Automated Structured Radiology Report Generation
Journal:
arXiv
Published Date:
May 30, 2025
Abstract
Automated radiology report generation from chest X-ray (CXR) images has the
potential to improve clinical efficiency and reduce radiologists' workload.
However, most datasets, including the publicly available MIMIC-CXR and CheXpert
Plus, consist entirely of free-form reports, which are inherently variable and
unstructured. This variability poses challenges for both generation and
evaluation: existing models struggle to produce consistent, clinically
meaningful reports, and standard evaluation metrics fail to capture the nuances
of radiological interpretation. To address this, we introduce Structured
Radiology Report Generation (SRRG), a new task that reformulates free-text
radiology reports into a standardized format, ensuring clarity, consistency,
and structured clinical reporting.
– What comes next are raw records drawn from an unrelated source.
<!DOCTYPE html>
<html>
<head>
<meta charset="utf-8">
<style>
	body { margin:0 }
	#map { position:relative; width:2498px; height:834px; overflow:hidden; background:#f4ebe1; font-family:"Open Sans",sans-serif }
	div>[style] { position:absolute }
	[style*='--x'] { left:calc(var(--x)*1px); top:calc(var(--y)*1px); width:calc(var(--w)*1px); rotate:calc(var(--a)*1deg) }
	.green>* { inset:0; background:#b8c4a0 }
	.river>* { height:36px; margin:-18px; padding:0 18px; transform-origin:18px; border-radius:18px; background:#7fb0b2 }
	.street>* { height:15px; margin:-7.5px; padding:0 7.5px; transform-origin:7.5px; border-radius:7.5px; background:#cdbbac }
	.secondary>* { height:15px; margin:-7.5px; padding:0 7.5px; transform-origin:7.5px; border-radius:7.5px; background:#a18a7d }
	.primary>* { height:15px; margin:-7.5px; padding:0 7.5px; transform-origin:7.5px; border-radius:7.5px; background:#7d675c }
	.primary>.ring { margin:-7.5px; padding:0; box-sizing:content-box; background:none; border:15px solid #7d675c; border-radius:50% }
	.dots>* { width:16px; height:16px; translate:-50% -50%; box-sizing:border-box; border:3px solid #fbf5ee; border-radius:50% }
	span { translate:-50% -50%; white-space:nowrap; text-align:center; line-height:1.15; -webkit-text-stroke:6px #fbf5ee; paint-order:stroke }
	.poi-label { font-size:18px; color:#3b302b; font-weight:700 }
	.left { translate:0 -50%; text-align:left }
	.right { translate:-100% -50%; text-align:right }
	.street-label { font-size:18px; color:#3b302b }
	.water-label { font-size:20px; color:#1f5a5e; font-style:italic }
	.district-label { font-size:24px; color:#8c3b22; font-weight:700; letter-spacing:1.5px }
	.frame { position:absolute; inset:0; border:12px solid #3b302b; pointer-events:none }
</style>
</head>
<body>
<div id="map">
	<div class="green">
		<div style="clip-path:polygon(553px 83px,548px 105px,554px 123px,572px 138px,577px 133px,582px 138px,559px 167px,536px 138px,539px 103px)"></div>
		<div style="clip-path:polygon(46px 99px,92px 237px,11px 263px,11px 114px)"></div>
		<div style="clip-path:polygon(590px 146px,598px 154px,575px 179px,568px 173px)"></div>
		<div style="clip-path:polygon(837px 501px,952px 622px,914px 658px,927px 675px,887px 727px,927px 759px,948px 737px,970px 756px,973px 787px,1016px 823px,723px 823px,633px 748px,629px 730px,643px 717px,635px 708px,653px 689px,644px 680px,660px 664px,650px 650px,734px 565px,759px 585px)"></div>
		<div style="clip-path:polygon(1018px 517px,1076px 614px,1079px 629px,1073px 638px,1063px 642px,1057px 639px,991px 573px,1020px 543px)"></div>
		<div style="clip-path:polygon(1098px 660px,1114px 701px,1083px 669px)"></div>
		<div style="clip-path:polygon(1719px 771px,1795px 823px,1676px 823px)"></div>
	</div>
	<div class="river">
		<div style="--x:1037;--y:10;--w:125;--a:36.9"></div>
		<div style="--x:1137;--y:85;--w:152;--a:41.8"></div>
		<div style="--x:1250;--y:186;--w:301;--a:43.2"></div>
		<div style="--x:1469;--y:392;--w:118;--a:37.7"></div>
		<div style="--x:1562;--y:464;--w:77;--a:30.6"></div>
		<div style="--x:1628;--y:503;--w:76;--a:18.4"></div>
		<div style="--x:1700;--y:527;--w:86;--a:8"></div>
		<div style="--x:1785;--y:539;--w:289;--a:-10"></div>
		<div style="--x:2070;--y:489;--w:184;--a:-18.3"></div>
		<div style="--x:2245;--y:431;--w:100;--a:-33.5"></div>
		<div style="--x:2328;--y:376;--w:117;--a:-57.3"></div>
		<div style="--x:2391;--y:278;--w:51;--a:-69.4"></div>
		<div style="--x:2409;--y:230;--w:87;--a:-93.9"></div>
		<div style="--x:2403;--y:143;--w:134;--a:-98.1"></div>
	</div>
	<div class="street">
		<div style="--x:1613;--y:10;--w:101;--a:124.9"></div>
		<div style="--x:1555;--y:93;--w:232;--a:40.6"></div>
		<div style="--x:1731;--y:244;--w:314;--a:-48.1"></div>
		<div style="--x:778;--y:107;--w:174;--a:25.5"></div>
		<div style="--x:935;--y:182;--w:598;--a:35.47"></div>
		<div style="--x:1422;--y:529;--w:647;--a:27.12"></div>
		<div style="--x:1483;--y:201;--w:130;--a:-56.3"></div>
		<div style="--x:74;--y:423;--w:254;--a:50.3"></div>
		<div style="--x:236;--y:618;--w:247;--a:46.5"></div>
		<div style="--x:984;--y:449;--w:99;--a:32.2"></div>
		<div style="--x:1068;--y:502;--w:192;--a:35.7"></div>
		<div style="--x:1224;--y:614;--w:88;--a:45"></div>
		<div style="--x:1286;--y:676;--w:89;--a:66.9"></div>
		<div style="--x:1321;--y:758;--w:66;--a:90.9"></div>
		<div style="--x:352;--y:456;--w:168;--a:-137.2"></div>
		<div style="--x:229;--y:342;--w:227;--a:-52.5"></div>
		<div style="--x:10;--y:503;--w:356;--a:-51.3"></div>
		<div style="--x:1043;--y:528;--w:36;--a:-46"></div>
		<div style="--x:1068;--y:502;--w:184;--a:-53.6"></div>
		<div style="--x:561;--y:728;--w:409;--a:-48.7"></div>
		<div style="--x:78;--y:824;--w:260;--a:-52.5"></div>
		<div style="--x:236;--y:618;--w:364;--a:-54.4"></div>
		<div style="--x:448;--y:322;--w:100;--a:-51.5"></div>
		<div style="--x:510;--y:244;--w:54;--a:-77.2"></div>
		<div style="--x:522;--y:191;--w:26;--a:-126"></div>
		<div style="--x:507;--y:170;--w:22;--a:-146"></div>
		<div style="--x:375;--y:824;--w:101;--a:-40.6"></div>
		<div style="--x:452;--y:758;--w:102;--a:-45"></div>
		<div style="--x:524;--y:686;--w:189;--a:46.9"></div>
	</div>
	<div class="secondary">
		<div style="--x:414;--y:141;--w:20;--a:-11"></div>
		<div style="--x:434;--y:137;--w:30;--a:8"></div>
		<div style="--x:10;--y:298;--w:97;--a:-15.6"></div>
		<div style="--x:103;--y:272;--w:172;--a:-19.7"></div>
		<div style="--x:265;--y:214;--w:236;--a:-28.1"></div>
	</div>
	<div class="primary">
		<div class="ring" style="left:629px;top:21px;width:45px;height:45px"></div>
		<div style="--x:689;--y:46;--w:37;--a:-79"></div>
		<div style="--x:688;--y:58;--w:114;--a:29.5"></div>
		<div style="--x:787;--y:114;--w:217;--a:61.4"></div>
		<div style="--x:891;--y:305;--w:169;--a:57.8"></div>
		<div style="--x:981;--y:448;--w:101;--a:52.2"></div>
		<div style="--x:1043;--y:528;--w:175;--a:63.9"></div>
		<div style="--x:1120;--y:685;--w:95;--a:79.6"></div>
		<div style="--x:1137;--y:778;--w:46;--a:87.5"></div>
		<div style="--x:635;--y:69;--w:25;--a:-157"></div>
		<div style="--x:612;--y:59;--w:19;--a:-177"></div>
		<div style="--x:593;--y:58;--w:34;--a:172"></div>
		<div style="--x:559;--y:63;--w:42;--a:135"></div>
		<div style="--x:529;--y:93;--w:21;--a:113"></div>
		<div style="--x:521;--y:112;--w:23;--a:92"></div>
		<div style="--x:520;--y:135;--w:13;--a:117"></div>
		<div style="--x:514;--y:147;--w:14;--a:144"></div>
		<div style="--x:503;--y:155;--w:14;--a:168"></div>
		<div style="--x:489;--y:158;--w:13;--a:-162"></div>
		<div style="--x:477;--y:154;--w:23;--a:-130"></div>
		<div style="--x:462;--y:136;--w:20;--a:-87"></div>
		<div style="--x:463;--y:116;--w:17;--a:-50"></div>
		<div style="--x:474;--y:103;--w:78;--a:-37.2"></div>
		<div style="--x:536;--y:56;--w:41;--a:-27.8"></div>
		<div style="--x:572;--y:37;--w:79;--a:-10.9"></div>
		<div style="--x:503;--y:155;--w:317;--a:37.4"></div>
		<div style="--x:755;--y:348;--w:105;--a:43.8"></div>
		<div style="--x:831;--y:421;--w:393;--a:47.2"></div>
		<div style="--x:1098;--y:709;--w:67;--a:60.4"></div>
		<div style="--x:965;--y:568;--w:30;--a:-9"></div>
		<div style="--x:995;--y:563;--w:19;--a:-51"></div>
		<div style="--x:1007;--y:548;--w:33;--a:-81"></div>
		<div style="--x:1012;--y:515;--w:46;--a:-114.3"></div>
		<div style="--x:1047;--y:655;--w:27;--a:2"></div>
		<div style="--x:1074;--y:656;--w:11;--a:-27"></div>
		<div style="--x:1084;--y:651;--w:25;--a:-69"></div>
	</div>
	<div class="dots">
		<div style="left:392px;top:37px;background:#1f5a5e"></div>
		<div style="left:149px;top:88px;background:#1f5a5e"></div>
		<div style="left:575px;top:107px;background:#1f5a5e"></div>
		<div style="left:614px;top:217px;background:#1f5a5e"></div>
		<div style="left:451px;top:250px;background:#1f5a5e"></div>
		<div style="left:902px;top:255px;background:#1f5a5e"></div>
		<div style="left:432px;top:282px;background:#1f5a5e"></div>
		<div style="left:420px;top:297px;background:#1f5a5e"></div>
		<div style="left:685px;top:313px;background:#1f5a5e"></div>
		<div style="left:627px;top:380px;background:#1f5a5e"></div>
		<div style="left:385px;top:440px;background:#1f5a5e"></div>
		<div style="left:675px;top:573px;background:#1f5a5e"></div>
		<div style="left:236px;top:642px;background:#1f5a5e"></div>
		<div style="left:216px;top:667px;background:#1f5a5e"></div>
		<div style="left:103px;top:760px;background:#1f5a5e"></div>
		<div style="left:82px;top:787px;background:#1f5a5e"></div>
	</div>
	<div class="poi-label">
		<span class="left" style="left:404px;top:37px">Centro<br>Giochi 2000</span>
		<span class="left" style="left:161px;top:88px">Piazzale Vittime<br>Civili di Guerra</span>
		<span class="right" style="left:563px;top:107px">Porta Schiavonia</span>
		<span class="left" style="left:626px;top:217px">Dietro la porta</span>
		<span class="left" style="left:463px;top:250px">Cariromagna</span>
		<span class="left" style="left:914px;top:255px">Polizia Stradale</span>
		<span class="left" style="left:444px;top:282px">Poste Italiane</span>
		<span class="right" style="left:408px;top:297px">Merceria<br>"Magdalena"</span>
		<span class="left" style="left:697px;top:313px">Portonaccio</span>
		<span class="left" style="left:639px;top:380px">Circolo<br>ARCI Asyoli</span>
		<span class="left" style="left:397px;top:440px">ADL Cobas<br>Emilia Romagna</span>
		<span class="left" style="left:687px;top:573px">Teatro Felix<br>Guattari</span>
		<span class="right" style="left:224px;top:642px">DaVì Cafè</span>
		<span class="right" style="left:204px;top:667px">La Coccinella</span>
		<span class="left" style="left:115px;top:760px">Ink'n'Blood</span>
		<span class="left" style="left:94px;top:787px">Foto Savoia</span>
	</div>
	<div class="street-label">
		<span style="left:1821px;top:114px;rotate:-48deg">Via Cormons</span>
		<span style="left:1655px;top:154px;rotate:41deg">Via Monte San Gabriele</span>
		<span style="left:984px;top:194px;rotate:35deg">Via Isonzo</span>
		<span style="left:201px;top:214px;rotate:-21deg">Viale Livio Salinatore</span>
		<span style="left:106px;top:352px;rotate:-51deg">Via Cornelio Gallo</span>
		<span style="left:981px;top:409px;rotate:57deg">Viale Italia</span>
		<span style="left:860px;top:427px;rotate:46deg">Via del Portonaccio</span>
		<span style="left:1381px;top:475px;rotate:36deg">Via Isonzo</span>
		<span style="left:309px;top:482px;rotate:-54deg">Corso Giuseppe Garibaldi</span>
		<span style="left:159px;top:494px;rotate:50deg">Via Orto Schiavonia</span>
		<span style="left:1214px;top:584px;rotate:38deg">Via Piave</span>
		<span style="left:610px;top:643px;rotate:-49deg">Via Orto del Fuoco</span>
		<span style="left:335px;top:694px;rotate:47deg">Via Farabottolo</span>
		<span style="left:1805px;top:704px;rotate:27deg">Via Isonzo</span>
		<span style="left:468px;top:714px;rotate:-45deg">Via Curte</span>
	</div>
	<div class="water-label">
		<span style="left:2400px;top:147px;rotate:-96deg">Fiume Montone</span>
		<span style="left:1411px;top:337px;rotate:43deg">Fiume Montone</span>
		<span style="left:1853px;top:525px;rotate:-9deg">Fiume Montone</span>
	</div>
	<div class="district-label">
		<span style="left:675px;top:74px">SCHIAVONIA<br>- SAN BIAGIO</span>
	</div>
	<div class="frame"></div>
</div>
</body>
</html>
We create a novel dataset by restructuring
reports using large language models (LLMs) following strict structured
reporting desiderata. Additionally, we introduce SRR-BERT, a fine-grained
disease classification model trained on 55 labels, enabling more precise and
clinically informed evaluation of structured reports. To assess report quality,
we propose F1-SRR-BERT, a metric that leverages SRR-BERT's hierarchical disease
taxonomy to bridge the gap between free-text variability and structured
clinical reporting. We validate our dataset through a reader study conducted by
five board-certified radiologists and extensive benchmarking experiments.